WORK TO BE COMPLETED:
The records below are to be restated word for word; their pictures are not.

(Stored data entries)
☆ ☆ ☆
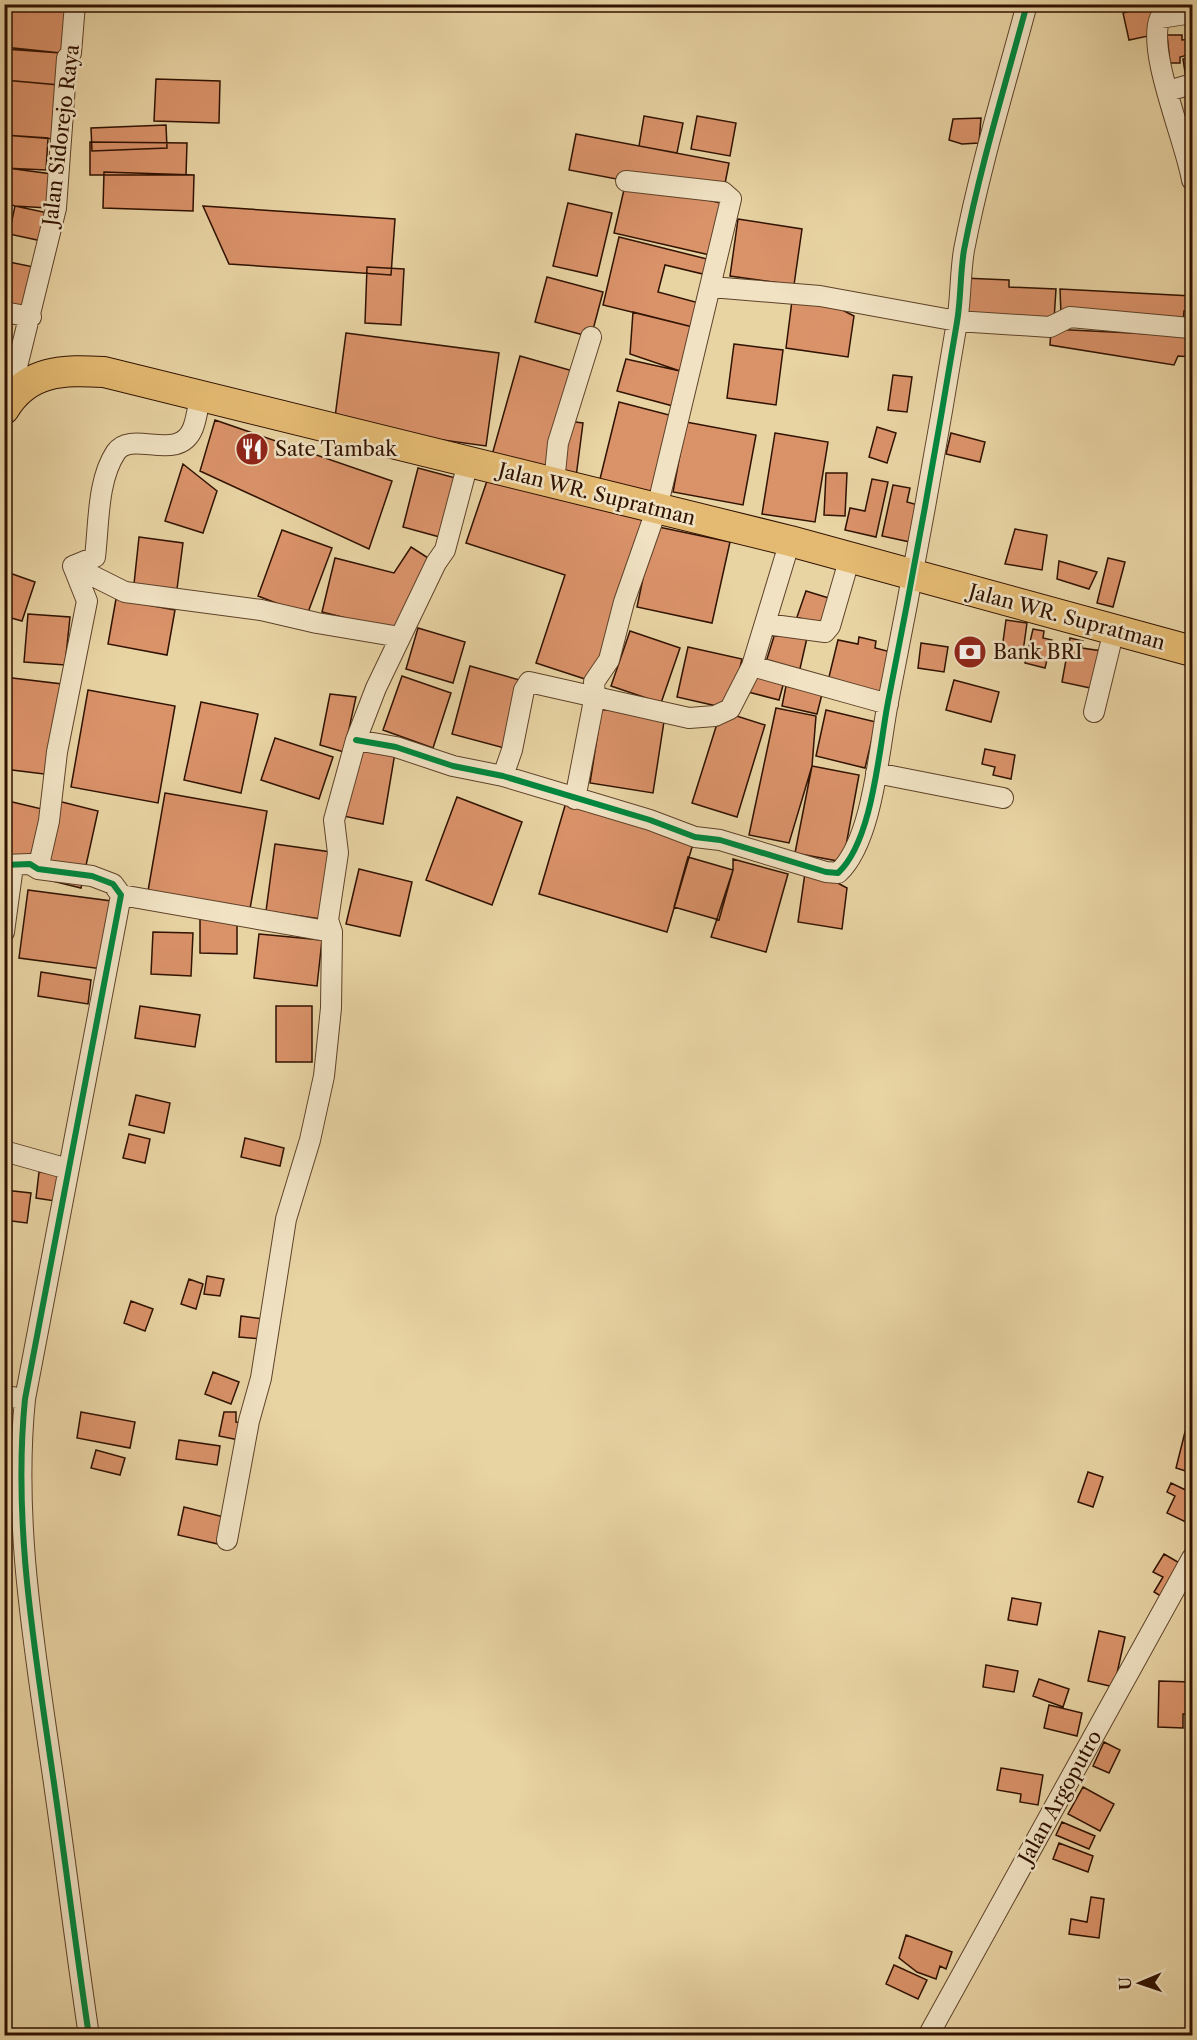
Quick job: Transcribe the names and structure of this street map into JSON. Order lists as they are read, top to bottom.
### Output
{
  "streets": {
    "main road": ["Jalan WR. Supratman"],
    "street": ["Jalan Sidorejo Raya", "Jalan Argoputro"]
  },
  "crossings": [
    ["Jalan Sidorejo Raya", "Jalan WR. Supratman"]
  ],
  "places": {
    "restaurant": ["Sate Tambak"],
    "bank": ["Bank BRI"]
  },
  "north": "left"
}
☆ ☆ ☆
RESULT OF THIS EXERCISE:
Quick job: Transcribe the names and structure of this street map into JSON. Order lists as they are read, top to bottom.
### Output
{
  "streets": {
    "main road": ["Jalan WR. Supratman"],
    "street": ["Jalan Sidorejo Raya", "Jalan Argoputro"]
  },
  "crossings": [
    ["Jalan Sidorejo Raya", "Jalan WR. Supratman"]
  ],
  "places": {
    "restaurant": ["Sate Tambak"],
    "bank": ["Bank BRI"]
  },
  "north": "left"
}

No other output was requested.